The next couple of hands were uneventful. He was still figuring out what it meant to check; oftentimes he would try to fold without even facing a bet. I also had us both reveal our cards at the end of the hand, no matter what happened, so I could provide him some lessons.

Shortly after the back-to-back chopped pots, I flopped a pair, clearly a strong hand heads-up, but despite my betting, my son wasn’t moving. On the turn, the child raised me, so much so that I had to fold. Boy proudly turned over a complete bluff. I got bluffed out of my seat by an elementary school kid.

The very next hand, the flop was A-K-10, two spades. I had K-J of diamonds, so I felt pretty good about myself. Turn was a 7 and I was leading out hard. After his bluff, I wasn’t giving him any sort of credit for anything. River was the 7 of spades and I kept going, a bigger bet than before, and my son called, flipping over J-Q of spades. This human who sprung from my loins, whose dirty butt I wiped thousands of times, this kid in whose mouth I put food, flopped Broadway on me and then rivered the nut flush. He almost had a royal flush.
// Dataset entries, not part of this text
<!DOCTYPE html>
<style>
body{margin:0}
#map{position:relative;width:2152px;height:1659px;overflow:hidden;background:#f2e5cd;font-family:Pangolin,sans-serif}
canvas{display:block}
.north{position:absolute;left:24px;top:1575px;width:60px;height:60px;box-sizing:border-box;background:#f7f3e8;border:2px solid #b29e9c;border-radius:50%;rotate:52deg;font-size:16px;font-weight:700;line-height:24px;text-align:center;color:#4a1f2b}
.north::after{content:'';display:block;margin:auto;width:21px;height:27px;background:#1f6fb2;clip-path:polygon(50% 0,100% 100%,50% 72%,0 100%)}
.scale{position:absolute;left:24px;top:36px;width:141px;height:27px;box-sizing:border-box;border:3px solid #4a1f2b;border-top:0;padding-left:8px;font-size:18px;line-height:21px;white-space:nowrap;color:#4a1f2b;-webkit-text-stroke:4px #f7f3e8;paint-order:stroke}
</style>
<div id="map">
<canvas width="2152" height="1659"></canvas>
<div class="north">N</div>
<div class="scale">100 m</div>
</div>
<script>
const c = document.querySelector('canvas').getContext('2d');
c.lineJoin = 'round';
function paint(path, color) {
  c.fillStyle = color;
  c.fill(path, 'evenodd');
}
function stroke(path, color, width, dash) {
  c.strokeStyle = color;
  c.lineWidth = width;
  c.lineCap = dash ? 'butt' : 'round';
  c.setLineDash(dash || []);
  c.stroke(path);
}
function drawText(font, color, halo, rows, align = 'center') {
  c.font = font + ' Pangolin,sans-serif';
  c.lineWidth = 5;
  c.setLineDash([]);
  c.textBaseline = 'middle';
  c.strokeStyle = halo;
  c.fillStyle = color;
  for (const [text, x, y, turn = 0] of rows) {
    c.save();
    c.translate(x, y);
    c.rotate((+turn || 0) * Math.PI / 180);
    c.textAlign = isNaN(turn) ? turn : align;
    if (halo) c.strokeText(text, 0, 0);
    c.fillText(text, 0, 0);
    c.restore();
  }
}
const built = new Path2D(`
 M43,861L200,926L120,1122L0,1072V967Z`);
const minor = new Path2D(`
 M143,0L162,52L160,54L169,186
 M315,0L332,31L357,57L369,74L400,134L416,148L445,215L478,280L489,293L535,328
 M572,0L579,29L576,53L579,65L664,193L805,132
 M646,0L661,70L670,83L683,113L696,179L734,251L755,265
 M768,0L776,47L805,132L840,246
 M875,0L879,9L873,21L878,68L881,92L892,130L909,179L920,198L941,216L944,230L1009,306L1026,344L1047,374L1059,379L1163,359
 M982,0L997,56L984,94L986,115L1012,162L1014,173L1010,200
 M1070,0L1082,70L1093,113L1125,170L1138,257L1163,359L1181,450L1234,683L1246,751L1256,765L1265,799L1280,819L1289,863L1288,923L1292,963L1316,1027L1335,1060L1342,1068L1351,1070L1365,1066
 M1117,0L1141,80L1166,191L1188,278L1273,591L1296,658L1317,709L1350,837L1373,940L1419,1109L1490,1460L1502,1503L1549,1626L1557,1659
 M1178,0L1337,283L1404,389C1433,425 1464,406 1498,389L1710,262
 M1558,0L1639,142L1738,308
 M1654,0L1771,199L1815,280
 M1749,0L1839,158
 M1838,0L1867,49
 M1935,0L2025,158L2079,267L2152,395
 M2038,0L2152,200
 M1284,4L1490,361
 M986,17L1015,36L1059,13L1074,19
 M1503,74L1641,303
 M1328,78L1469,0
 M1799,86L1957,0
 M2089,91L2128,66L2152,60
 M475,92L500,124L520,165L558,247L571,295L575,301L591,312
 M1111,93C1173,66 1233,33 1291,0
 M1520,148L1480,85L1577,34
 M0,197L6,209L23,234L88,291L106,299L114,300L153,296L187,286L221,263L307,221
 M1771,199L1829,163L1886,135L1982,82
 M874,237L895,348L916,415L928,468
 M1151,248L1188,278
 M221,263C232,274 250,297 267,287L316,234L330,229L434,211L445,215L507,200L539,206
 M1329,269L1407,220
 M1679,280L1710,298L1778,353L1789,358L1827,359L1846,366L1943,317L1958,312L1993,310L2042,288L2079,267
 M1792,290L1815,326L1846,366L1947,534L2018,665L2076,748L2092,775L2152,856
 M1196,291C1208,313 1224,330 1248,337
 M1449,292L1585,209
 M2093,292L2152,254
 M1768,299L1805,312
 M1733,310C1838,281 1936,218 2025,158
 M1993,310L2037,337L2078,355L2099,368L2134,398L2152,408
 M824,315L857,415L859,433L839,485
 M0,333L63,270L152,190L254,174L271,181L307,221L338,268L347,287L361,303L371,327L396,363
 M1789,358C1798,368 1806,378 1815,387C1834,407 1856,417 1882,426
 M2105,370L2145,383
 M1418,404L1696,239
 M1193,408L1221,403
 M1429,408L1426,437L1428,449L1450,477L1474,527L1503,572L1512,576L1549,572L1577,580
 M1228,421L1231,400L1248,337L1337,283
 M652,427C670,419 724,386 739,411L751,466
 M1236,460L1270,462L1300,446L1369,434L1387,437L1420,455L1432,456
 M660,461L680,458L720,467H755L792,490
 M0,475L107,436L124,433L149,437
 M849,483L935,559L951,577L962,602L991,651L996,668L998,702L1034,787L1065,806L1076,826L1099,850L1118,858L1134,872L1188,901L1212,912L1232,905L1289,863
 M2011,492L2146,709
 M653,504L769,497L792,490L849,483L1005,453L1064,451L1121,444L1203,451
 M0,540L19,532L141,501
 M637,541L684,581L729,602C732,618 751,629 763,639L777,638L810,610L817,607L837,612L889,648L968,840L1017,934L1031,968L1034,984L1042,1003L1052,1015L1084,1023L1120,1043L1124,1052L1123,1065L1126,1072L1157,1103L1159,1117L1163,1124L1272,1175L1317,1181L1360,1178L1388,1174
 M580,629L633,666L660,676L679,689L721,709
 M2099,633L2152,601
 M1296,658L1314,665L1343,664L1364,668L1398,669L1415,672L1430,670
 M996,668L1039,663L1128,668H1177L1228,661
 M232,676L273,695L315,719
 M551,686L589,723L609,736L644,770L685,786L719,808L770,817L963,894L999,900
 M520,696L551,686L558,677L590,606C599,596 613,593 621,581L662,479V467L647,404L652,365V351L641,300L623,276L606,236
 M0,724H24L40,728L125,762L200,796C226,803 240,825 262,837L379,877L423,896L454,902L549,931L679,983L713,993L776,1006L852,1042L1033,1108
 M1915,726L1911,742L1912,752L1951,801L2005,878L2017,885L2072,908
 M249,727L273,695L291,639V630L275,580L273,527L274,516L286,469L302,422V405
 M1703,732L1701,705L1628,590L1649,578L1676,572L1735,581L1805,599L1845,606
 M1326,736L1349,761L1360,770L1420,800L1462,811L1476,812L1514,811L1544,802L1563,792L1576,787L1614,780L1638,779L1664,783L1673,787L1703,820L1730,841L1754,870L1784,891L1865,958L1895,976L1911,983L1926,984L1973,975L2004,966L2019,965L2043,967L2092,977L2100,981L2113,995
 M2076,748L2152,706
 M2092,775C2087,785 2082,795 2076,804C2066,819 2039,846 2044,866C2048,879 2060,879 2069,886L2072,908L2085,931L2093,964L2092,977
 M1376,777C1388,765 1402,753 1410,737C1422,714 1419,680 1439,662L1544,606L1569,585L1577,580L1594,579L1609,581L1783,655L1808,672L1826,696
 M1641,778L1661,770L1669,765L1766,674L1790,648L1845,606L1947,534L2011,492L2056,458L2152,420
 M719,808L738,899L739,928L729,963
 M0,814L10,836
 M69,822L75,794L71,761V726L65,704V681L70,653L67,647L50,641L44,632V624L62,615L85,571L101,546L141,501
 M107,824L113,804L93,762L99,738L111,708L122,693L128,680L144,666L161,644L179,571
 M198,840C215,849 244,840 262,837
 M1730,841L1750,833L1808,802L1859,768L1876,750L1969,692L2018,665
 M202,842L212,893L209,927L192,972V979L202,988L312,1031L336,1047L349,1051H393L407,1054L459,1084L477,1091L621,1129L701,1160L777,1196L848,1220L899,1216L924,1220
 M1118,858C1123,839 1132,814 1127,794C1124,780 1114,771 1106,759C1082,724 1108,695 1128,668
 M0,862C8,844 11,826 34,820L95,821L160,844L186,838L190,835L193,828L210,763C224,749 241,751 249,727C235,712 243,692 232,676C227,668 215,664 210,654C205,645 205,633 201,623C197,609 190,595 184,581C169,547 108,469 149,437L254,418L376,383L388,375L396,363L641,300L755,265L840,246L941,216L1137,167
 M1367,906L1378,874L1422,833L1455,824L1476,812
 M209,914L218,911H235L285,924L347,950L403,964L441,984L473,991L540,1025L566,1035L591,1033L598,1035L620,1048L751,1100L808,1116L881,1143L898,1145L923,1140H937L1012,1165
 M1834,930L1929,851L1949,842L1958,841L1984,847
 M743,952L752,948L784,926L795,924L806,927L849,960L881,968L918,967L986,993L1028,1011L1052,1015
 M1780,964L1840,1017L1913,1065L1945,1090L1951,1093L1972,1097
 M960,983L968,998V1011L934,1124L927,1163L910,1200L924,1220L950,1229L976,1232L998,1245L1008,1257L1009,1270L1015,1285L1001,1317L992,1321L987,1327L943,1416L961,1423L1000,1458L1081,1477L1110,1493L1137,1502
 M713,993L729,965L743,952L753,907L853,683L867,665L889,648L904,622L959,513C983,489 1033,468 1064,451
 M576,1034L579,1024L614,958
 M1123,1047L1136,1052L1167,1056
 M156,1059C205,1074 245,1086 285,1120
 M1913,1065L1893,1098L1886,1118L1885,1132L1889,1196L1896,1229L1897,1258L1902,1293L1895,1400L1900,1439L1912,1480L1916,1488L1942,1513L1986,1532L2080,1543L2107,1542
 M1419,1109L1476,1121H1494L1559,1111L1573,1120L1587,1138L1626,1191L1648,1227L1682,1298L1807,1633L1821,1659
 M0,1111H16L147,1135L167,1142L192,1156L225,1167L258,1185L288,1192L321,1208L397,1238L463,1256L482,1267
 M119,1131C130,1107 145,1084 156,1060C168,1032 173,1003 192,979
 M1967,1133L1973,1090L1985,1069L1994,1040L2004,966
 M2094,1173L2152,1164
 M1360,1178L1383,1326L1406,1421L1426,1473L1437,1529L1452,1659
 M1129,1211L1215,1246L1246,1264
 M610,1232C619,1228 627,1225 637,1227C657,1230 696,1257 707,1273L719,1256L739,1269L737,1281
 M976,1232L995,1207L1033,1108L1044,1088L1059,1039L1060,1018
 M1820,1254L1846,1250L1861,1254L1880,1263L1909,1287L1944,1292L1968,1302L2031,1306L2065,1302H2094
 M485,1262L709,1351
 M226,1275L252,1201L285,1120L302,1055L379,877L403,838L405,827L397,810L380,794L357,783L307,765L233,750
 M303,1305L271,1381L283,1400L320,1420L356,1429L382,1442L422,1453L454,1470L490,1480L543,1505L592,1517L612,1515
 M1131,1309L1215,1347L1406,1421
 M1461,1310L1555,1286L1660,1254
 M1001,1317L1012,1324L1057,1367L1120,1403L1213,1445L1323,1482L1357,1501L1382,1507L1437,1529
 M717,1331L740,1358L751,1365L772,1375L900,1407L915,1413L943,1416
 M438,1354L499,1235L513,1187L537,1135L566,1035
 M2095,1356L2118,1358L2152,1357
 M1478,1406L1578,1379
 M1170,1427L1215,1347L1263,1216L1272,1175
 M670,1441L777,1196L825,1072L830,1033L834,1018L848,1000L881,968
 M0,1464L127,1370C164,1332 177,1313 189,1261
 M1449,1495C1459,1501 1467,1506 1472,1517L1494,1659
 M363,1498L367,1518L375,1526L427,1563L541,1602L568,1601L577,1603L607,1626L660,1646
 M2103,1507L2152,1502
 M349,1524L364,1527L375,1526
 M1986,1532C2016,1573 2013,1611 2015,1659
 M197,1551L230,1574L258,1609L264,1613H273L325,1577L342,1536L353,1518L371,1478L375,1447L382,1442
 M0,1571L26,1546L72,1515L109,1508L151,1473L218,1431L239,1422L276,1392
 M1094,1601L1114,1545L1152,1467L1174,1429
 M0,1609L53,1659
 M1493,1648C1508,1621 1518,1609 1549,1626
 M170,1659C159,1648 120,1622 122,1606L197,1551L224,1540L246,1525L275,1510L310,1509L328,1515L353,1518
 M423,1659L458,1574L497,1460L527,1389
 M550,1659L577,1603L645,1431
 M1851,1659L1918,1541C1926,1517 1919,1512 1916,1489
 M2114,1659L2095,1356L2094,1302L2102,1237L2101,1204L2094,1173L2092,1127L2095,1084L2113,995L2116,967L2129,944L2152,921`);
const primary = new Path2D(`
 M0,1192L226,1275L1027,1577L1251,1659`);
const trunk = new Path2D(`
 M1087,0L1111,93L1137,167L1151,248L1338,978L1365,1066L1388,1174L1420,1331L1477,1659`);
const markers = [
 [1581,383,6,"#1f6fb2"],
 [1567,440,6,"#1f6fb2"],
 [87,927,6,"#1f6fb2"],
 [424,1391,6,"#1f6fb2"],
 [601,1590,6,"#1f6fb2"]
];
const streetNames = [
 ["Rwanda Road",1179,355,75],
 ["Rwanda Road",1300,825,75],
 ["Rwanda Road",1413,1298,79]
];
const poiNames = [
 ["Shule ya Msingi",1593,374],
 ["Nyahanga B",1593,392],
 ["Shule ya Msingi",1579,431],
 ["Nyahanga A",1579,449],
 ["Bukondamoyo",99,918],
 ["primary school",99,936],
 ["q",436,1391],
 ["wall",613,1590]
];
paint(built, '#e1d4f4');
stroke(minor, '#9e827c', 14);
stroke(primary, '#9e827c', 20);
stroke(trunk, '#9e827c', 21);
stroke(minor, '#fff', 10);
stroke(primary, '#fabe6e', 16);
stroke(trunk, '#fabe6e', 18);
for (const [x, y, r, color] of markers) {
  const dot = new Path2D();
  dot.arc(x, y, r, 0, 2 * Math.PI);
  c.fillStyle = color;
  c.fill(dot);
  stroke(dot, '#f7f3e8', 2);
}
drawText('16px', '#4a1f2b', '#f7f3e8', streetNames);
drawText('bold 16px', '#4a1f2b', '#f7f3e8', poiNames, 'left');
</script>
And then my good-for-nothing son started talking shit to me. There we were, sitting on the family room floor, this young person who I could easily stuff into the kitchen garbage can was stacking my chips and shit-talking me.

“Yeah, that’s how it’s done. You like that?”
“You need some chips?”
“And you’ve been doing this for years.”

I didn’t have any red chips left
Photo credit: Frédéric BISSON

I asked him if he thought he was hot shit right about then and he answered in the affirmative. Next thing you know, I will find charges on my credit card for online poker sites.

I put out my big blind, using two white chips instead of one red like I had been doing.

“No, you need to put out a red chi– oh wait, you don’t have any!”

Despite his sportsmanship, I did teach him that he should have raised on the river when he had the flush, since the worst that would have happened was that I would have folded and he still would have won the same number of chips.

“That’s assuming you didn’t think I had a full house,” I added as a disclaimer.

“I felt pretty confident,” he replied… confidently.

From there, the rest of the match was unremarkable. He flopped a set of sixes, but I didn’t take the bait. I shoved at one point and got him to fold a decent pot; another hand or two going my way made it look like I had a respectable stack.

I eventually had to call it quits as it was late and I still had some work to do. With ending chip stacks for 255 to 145, it looks like I have a lot of work to do. The next Doyle and Todd Brunson we are not.